The primary limitations in FHE DevEx are :

An easy-to-use front-end language for developers to code without much knowledge of the backend cryptography
A fully functional FHE compiler that can handle all the dirty work. (Parameter selection, SIMD optimization for BGV/BFV and parallel optimization)
Existing FHE schemes (particularly TFHE) are around 1000x slower compared to plain computation

To truly understand the intricacies of integrating FHE, let’s walk through the developer journey:

The first step to integrate FHE into your application is to choose an FHE scheme to use. The following chart explains the primary schemes:

As shown in the table above, boolean circuits like FHEW & TFHE have the fastest bootstrapping and can avoid complicated a rather complex parameter selection procedure, and they could be used in arbitrary/generic computations but are relatively slow; While BGV/BFV could be fit for general DeFi as they are more efficient at high-precision arithmetic computations, but developers have to know the depth of the circuit in advance to set up all the parameters of the scheme. On the other end of the spectrum, CKKS supports homomorphic multiplication where precision errors are allowed, making it optimal for non-precise use cases such as ML.

As a developer, you need to choose an FHE solution very carefully as it will affect all other design decisions and future performance.
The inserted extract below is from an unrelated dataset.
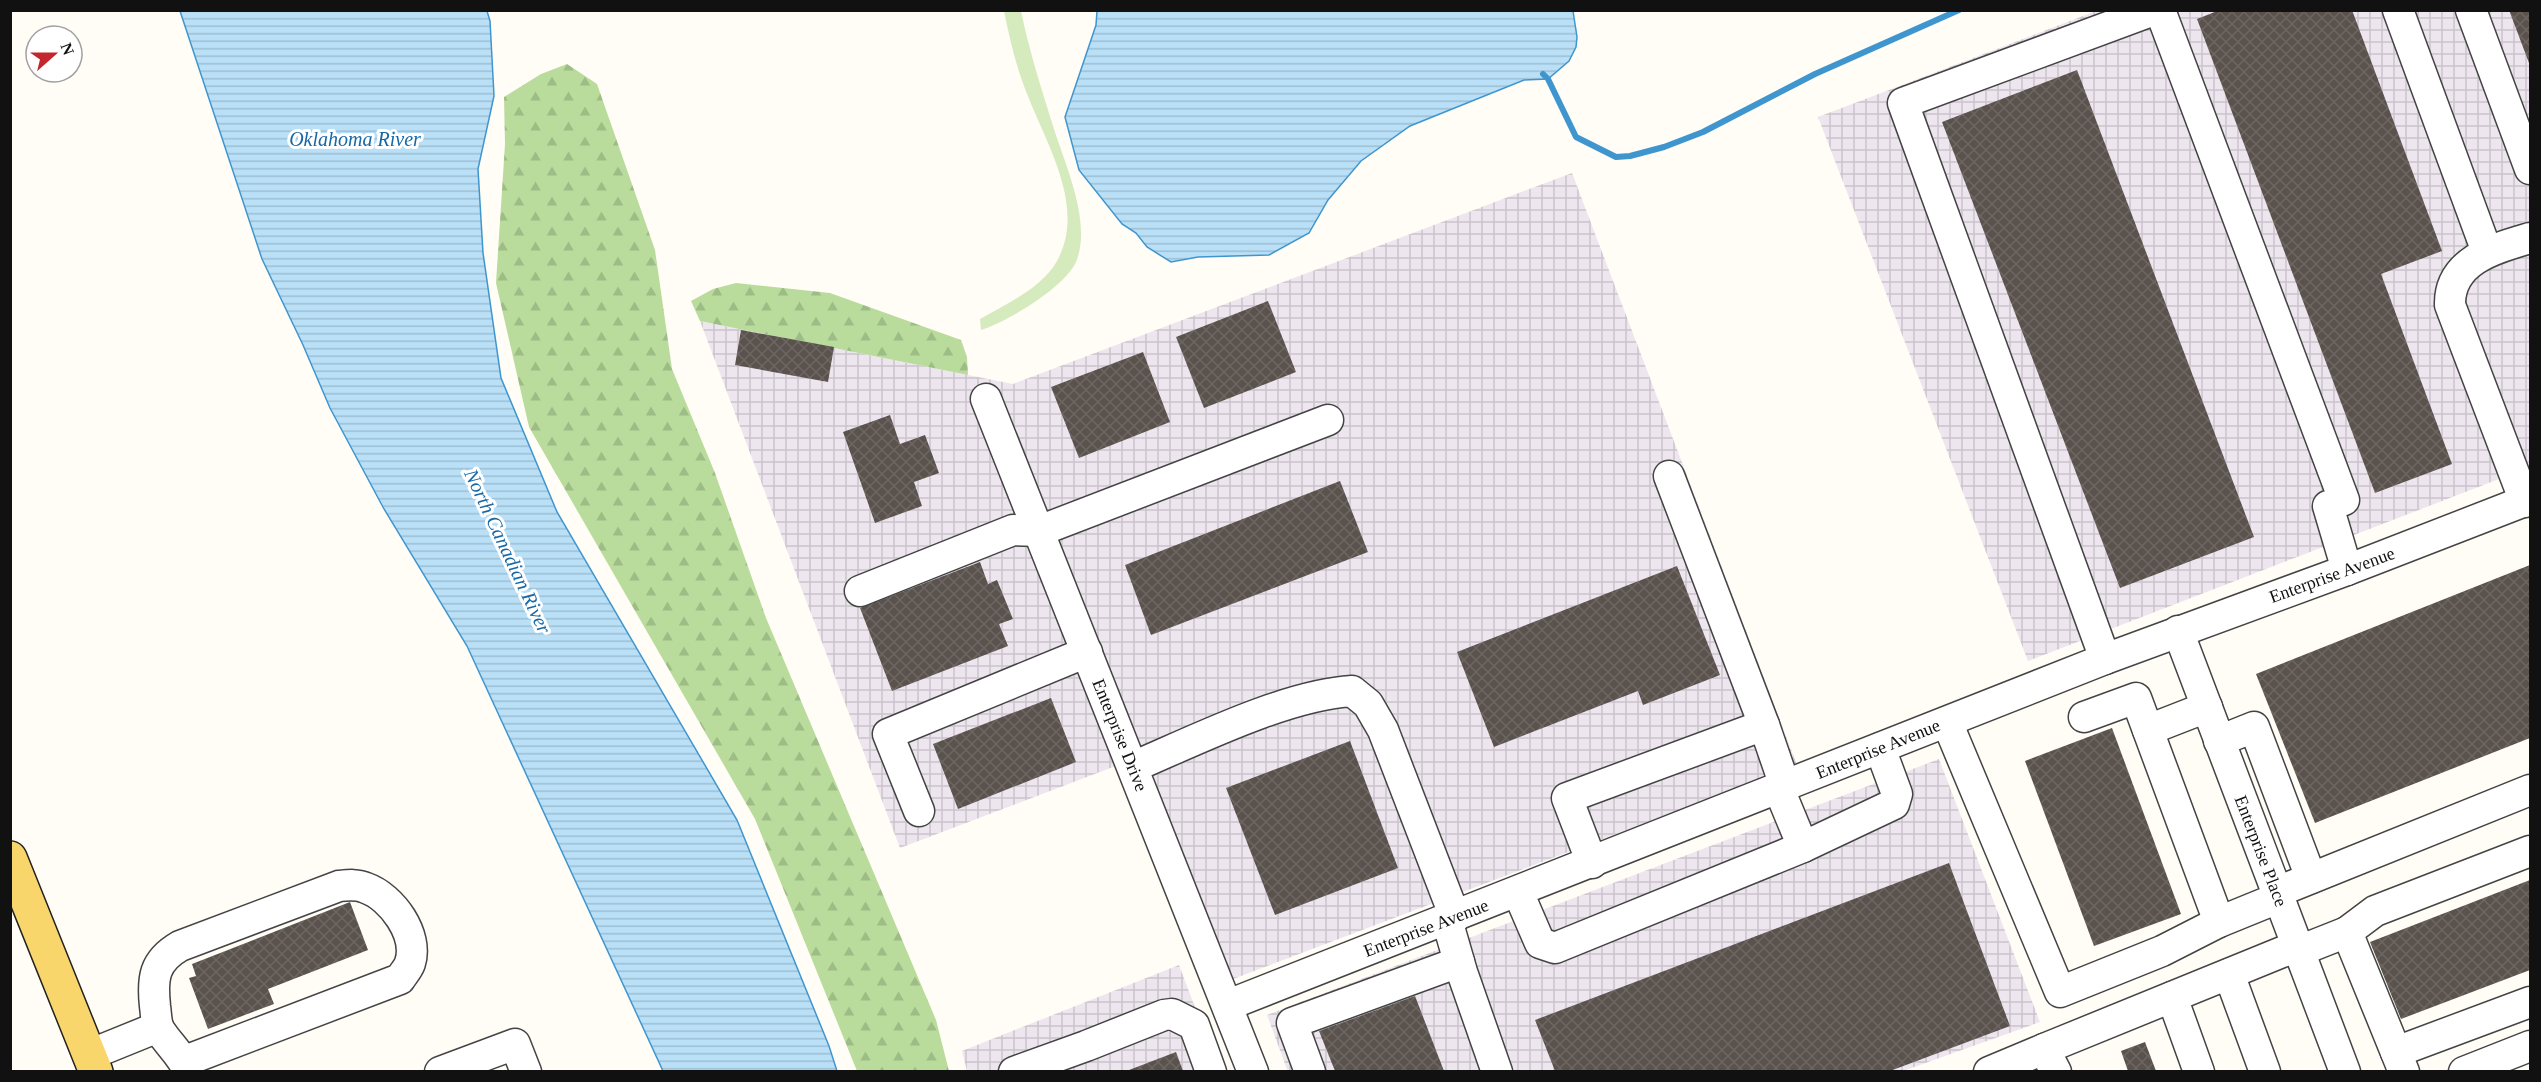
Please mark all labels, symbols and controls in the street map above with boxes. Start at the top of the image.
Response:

In addition, there are several key parameters that are crucial to correctly setting up the FHE scheme, such as the choice of the module size and the role of the polynomial degree.
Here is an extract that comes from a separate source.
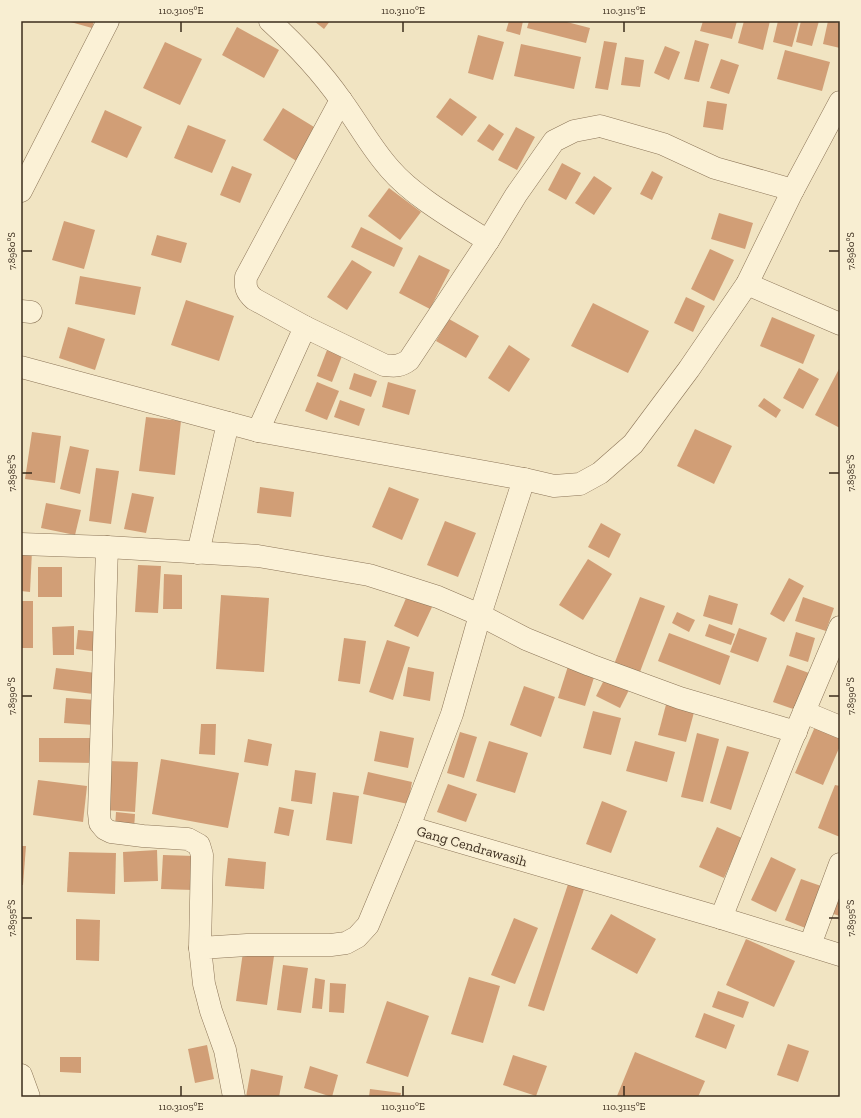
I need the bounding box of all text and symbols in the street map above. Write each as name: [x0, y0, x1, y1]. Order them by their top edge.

Moving on to libraries, the features and capabilities of the popular FHE libraries can be seen from the table below:

But the libraries also have different relationships with schemes and compilers as shown below:

After selecting the FHE solution, developers need to set parameters. Proper selection of parameters will have a huge impact on the performance of the FHE scheme. More difficulty, this requires some understanding of abstract algebra, FHE-specific operations such as relinearization and analog-to-digital switching, and arithmetic or binary circuits. Finally, for effective parameter selection, a conceptual understanding of how they affect the FHE scheme is required.
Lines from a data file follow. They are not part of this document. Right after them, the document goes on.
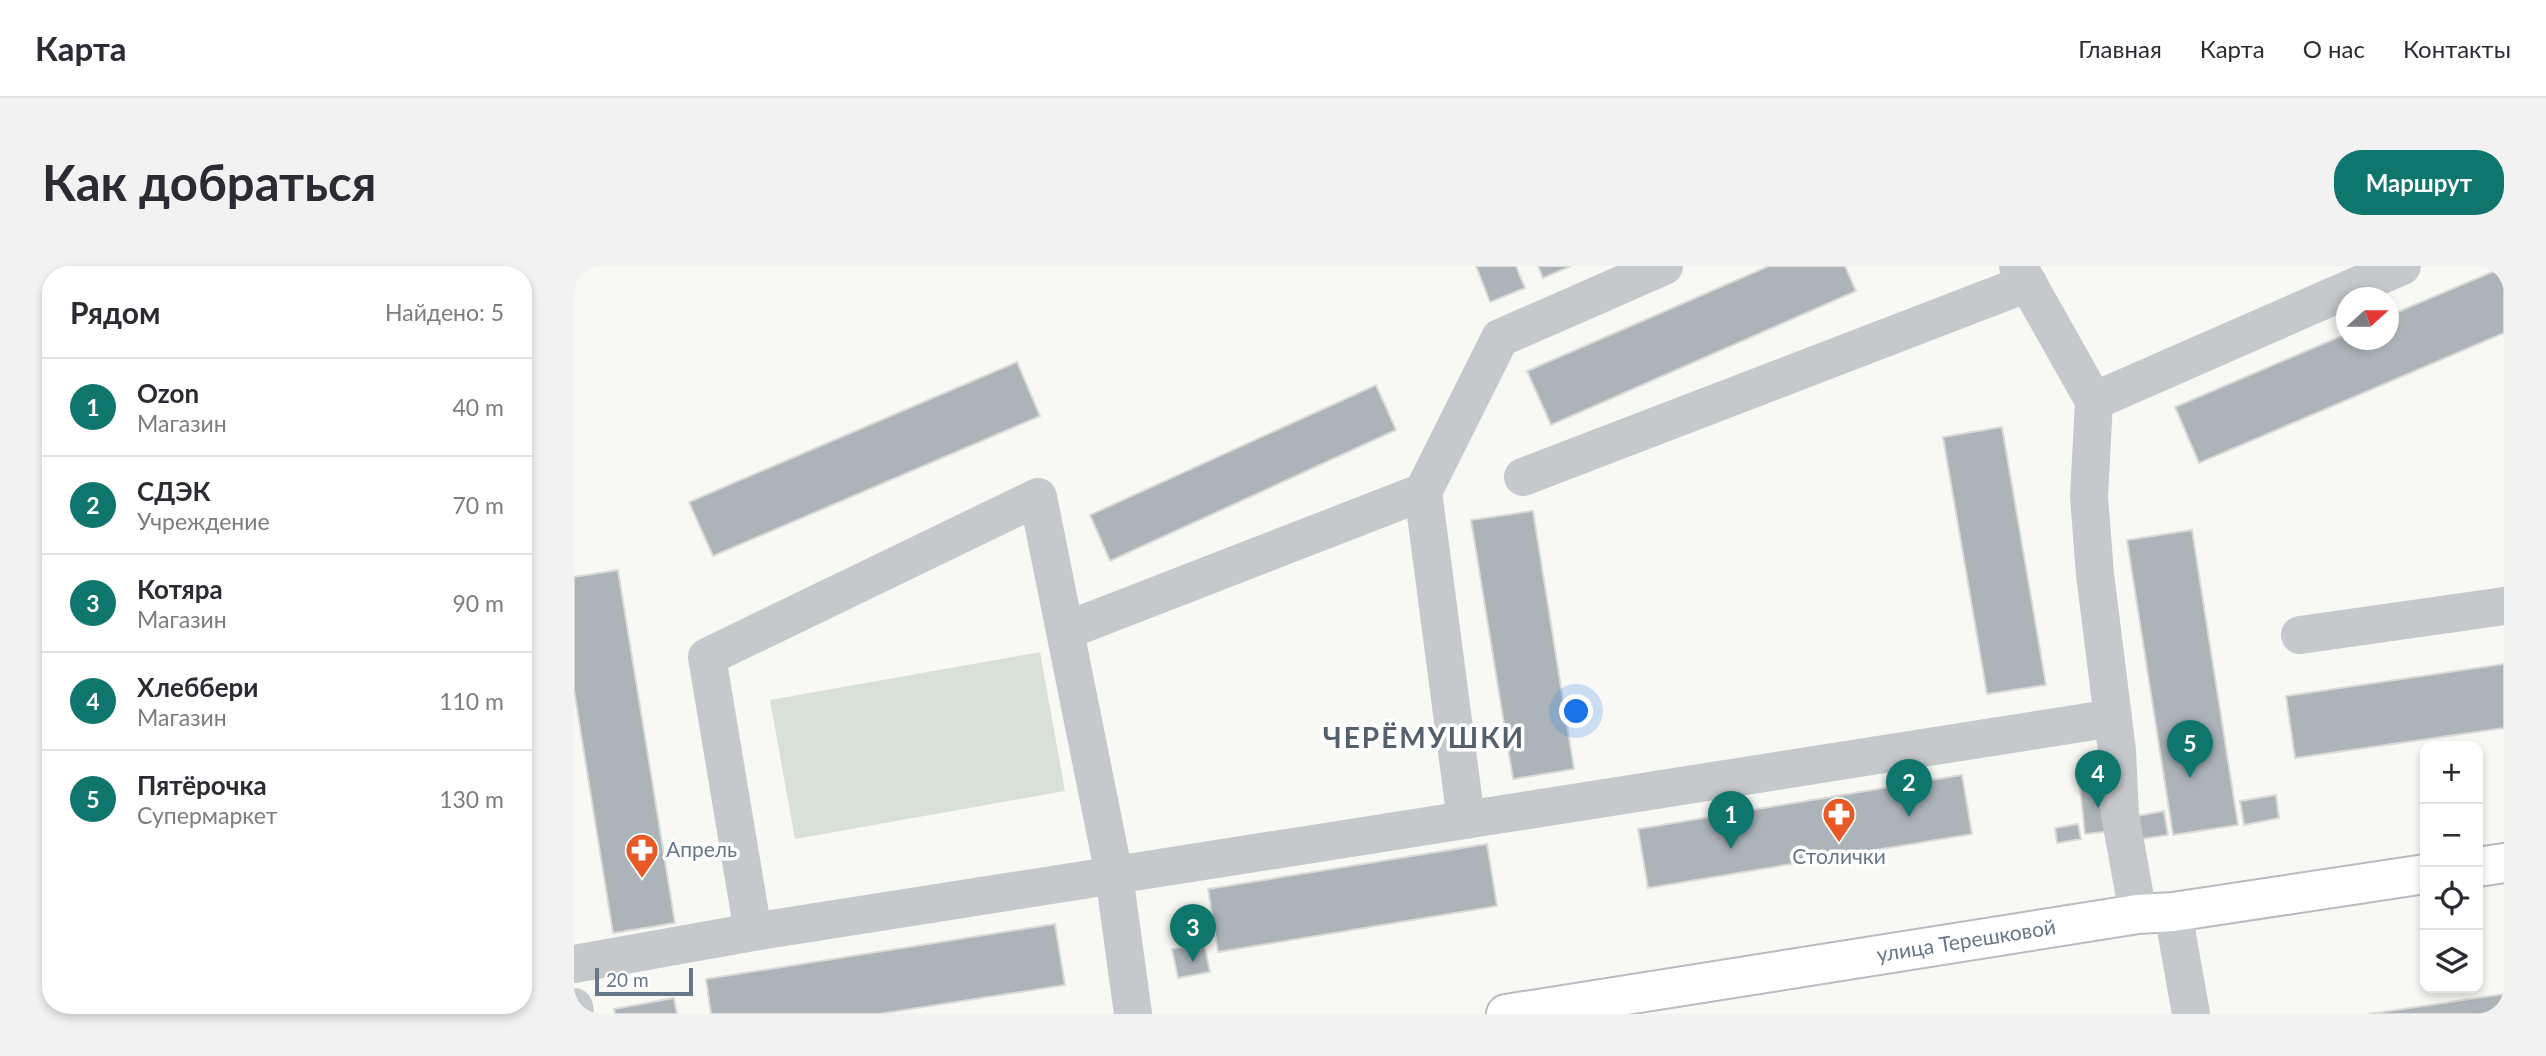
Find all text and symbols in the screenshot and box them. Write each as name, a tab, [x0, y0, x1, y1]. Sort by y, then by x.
text: Карта	[35, 28, 126, 68]
text: Главная	[2078, 34, 2162, 63]
text: Карта	[2200, 34, 2265, 63]
text: О нас	[2303, 34, 2365, 63]
text: Контакты	[2403, 34, 2511, 63]
button: Маршрут	[2334, 150, 2504, 215]
text: Как добраться	[42, 153, 376, 211]
north arrow	[2336, 287, 2399, 350]
text: Рядом	[70, 294, 160, 330]
text: Найдено: 5	[385, 298, 504, 326]
text: Ozon	[137, 377, 199, 409]
text: 1	[86, 393, 100, 421]
text: 40 m	[453, 393, 504, 421]
text: Магазин	[137, 409, 227, 437]
text: СДЭК	[137, 475, 211, 507]
text: 2	[86, 491, 100, 519]
text: 70 m	[453, 491, 504, 519]
text: Учреждение	[137, 507, 270, 535]
text: Котяра	[137, 573, 223, 605]
text: 3	[86, 589, 100, 617]
text: 90 m	[453, 589, 504, 617]
text: Магазин	[137, 605, 227, 633]
text: Хлеббери	[137, 671, 259, 703]
text: 4	[86, 687, 100, 715]
text: 110 m	[439, 687, 504, 715]
your location	[1559, 694, 1593, 728]
text: Магазин	[137, 703, 227, 731]
district label: ЧЕРЁМУШКИ	[1323, 720, 1525, 754]
pin: 5	[2167, 720, 2213, 778]
map controls	[2420, 741, 2483, 993]
button: +	[2420, 741, 2483, 804]
pin: 4	[2075, 750, 2121, 808]
pin: 2	[1886, 759, 1932, 817]
text: Пятёрочка	[137, 769, 267, 801]
text: 5	[86, 785, 100, 813]
text: 130 m	[439, 785, 504, 813]
pin: 1	[1708, 791, 1754, 849]
pharmacy icon: Столички	[1820, 795, 1858, 844]
text: Супермаркет	[137, 801, 277, 829]
button: −	[2420, 804, 2483, 867]
pharmacy icon: Апрель	[623, 831, 661, 880]
place label: Апрель	[666, 836, 737, 861]
place label: Столички	[1792, 843, 1886, 868]
button: locate	[2420, 867, 2483, 930]
pin: 3	[1170, 904, 1216, 962]
street label: улица Терешковой	[1875, 913, 2057, 966]
button: layers	[2420, 930, 2483, 993]
scale bar	[595, 965, 693, 997]
text: 20 m	[606, 968, 649, 991]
At this point, developers may ask:

How large does my plaintext space need to be? What magnitude of ciphertexts are acceptable? Where can I parallelize computation? And many more…

In addition, although FHE can support arbitrary computations, developers need to change their mindset when writing FHE programs. For example, one cannot write a branch (if-else) depending on a variable in the program, because programs cannot directly compare the variables like plain data. Instead, developers need to change their code from branches to some kind of computation that could incorporate all branches’ conditions. Similarly, this prevents developers from writing loops in their code.

In short, for a developer uninitiated in FHE, it’s nearly impossible to integrate FHE into their application. It will require significant dev tooling/infra to abstract away the complexities presented by FHE.

Solution:

Web3 Specific FHE Compilers

While there already exist FHE compilers built by the likes of Google and Microsoft, they are:

Not designed with performance in mind, adding 1000x overhead vs writing circuits directly
Optimized for CKKS (aka ML) and not as beneficial for BFV/BGV needed for DeFi
Not built for Web3. Does not support compatibility with ZKP schemes, program chaining etc.

That is until the Sunscreen FHE compiler. It is a Web3 native compiler that offers some of the best performance for arithmetic operations (think DeFi) without hardware accelerators. As discussed above, parameter selection is arguably the most difficult part of implementing an FHE scheme; Sunscreen has not only automated parameter selection, but data encoding, key selection, implements relinearization and modulus switching, sets up the circuits and implements SIMD style operations.

As we move into the future, we expect to see further optimizations not only in the Sunscreen compiler, but other teams building their own implementations that support other high level languages.

New FHE library

While researchers keep exploring new powerful schemes, FHE libraries can enable more developers to integrate FHE.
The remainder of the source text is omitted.